Mr Casaubon made a dignified though somewhat sad audience; bowed in the right place, and avoided looking at anything documentary as far as possible, without showing disregard or impatience; mindful that this desultoriness was associated with the institutions of the country, and that the man who took him on this severe mental scamper was not only an amiable host, but a landholder and custos rotulorum. Was his endurance aided also by the reflection that Mr Brooke was the uncle of Dorothea?

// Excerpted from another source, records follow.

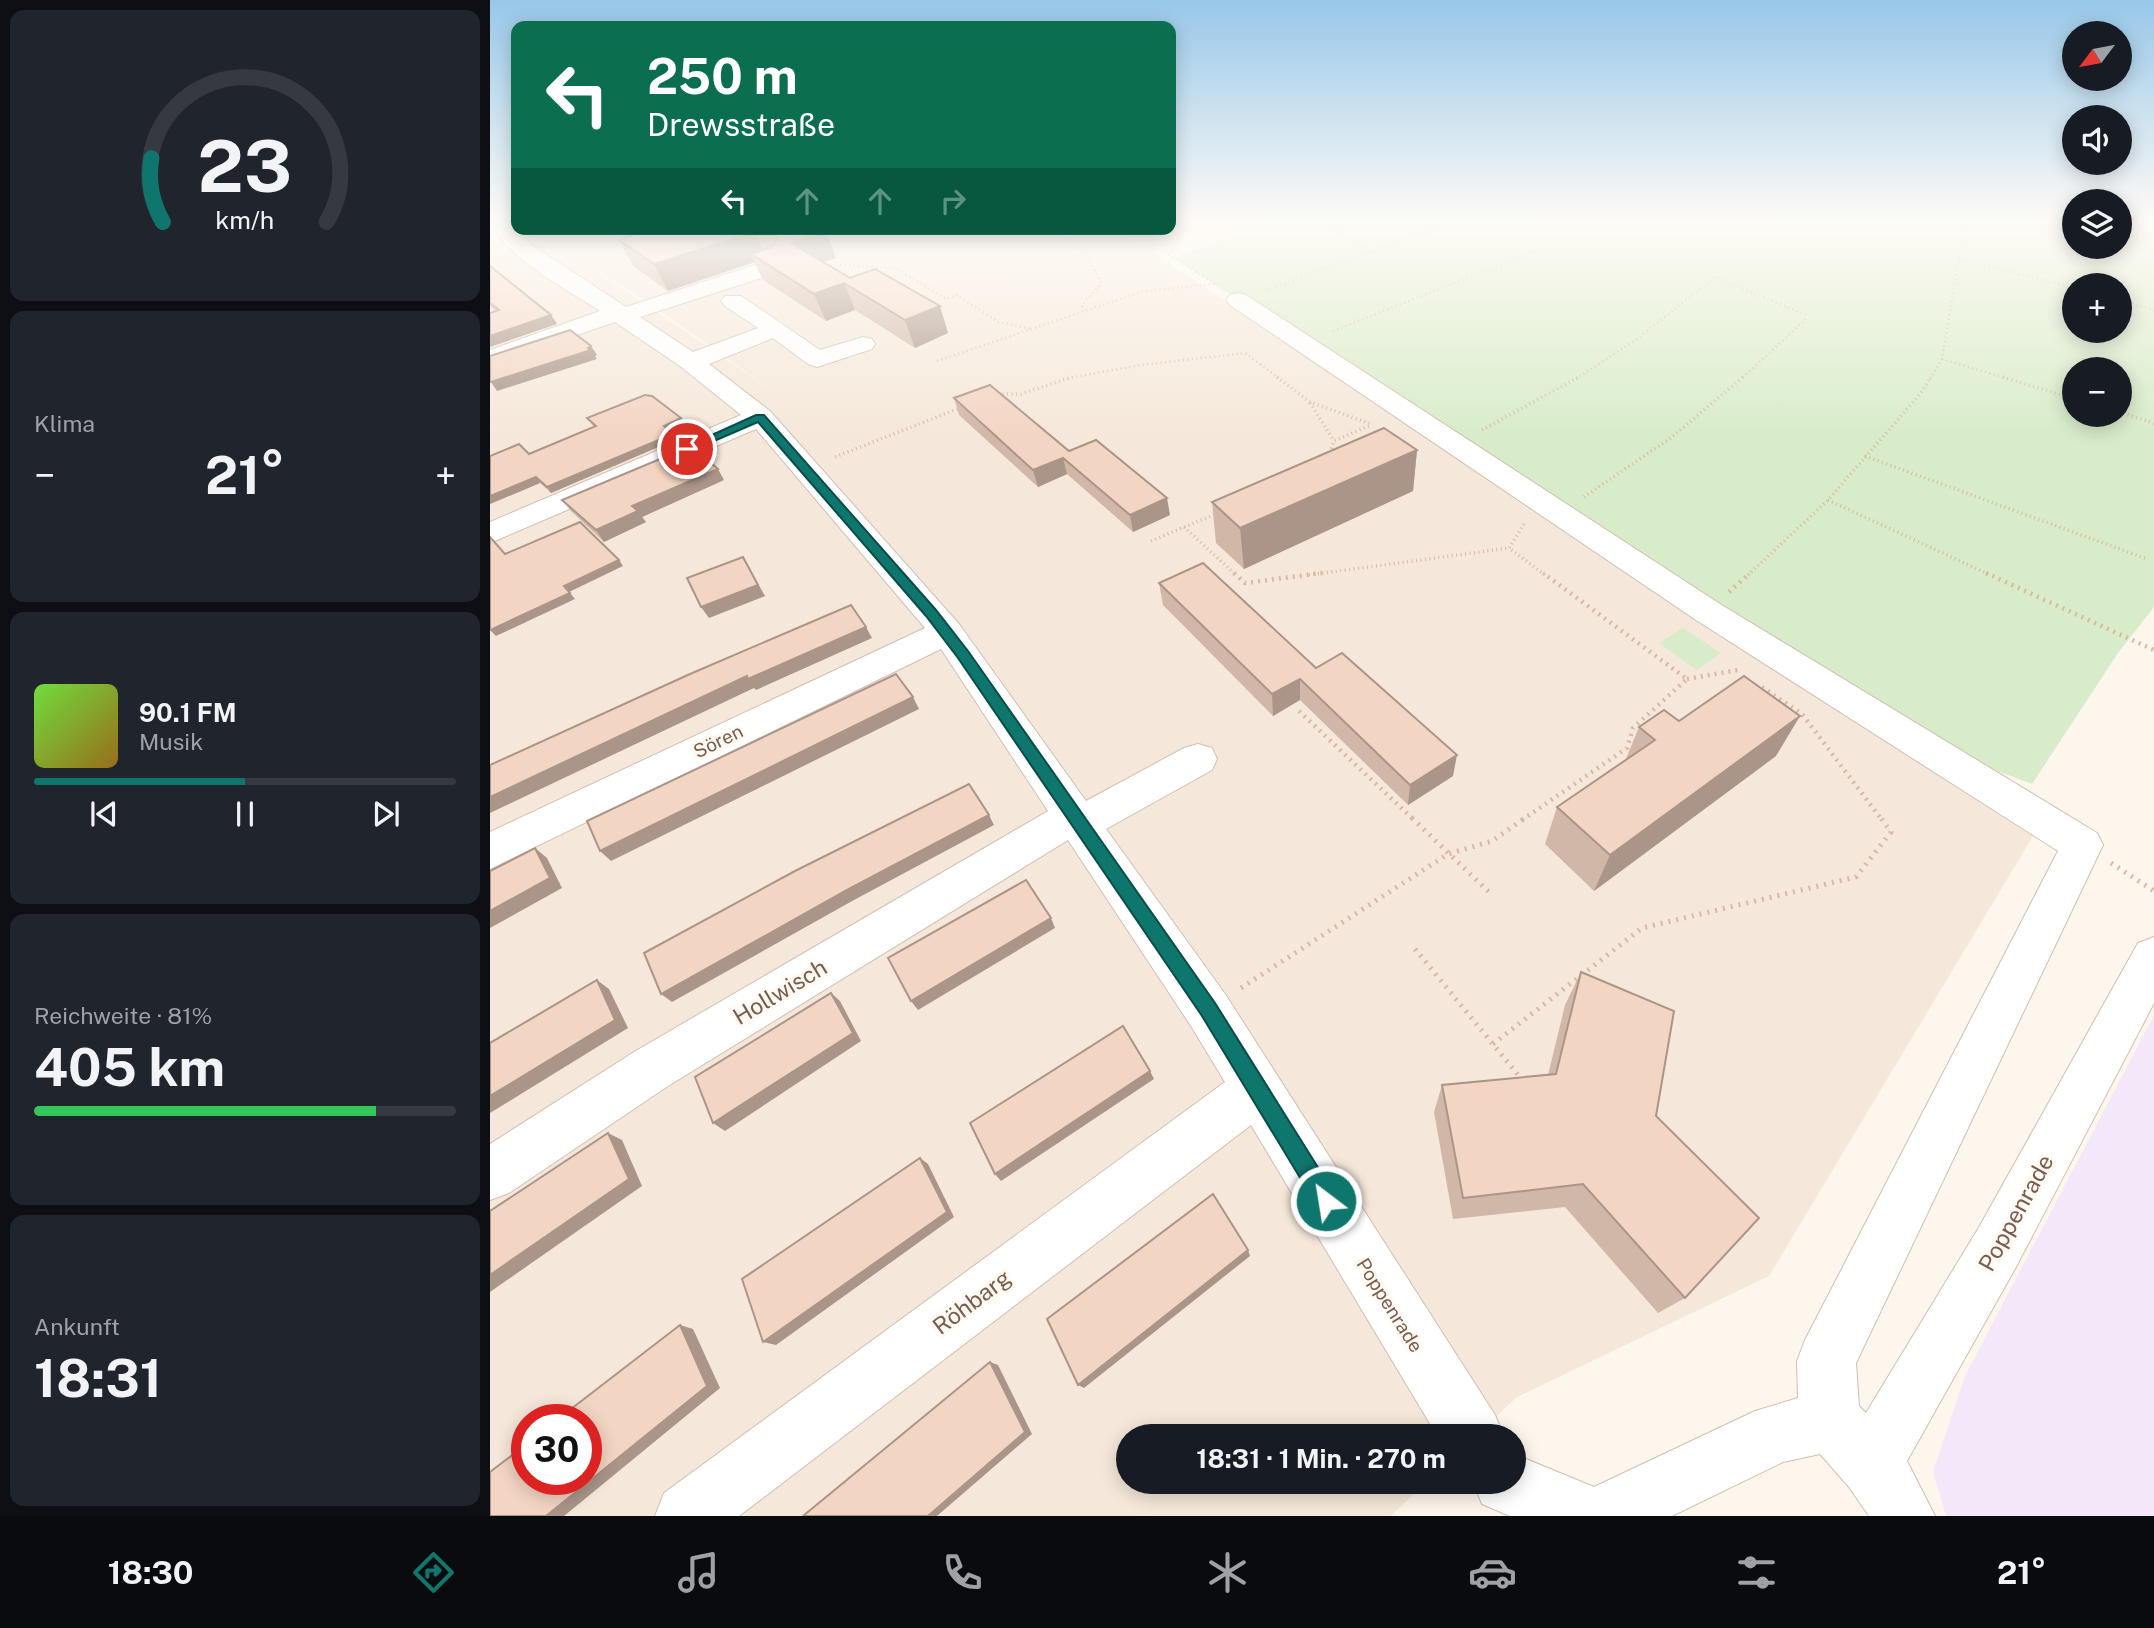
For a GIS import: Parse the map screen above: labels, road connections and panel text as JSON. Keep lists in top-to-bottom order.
{
  "streets": {
    "street": [
      "Sören",
      "Hollwisch",
      "Poppenrade",
      "Röhbarg"
    ]
  },
  "crossings": [
    ["Sören", "Poppenrade"],
    ["Hollwisch", "Poppenrade"],
    ["Poppenrade", "Röhbarg"]
  ],
  "north": "bottom left",
  "page": {
    "map_buttons": ["+", "−"],
    "turn": ["250 m", "Drewsstraße"],
    "tile": [
      "Klima",
      ["Reichweite · 81%", "405 km"],
      ["Ankunft", "18:31"]
    ],
    "heat": ["−", "21°", "+"],
    "song": ["90.1 FM", "Musik"],
    "limit": "30",
    "trip": "18:31 · 1 Min. · 270 m",
    "tabs": ["18:30", "21°"],
    "gauge": ["23", "km/h"]
  }
}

Certainly he seemed more and more bent on making her talk to him, on drawing her out, as Celia remarked to herself; and in looking at her, his face was often lit up by a smile like pale wintry sunshine. Before he left the next morning, while taking a pleasant walk with Miss Brooke along the gravelled terrace, he had mentioned to her that he felt the disadvantage of loneliness, the need of that cheerful companionship with which the presence of youth can lighten or vary the serious toils of maturity. And he delivered this statement with as much careful precision as if he had been a diplomatic envoy whose words would be attended with results. Indeed, Mr Casaubon was not used to expect that he should have to repeat or revise his communications of a practical or personal kind. The inclinations which he had deliberately stated on the 2nd of October he would think it enough to refer to by the mention of that date; judging by the standard of his own memory, which was a volume where a vide supra could serve instead of repetitions, and not the ordinary long-used blotting-book which only tells of forgotten writing. But in this case Mr Casaubon’s confidence was not likely to be falsified, for Dorothea heard and retained what he said with the eager interest of a fresh young nature to which every variety in experience is an epoch.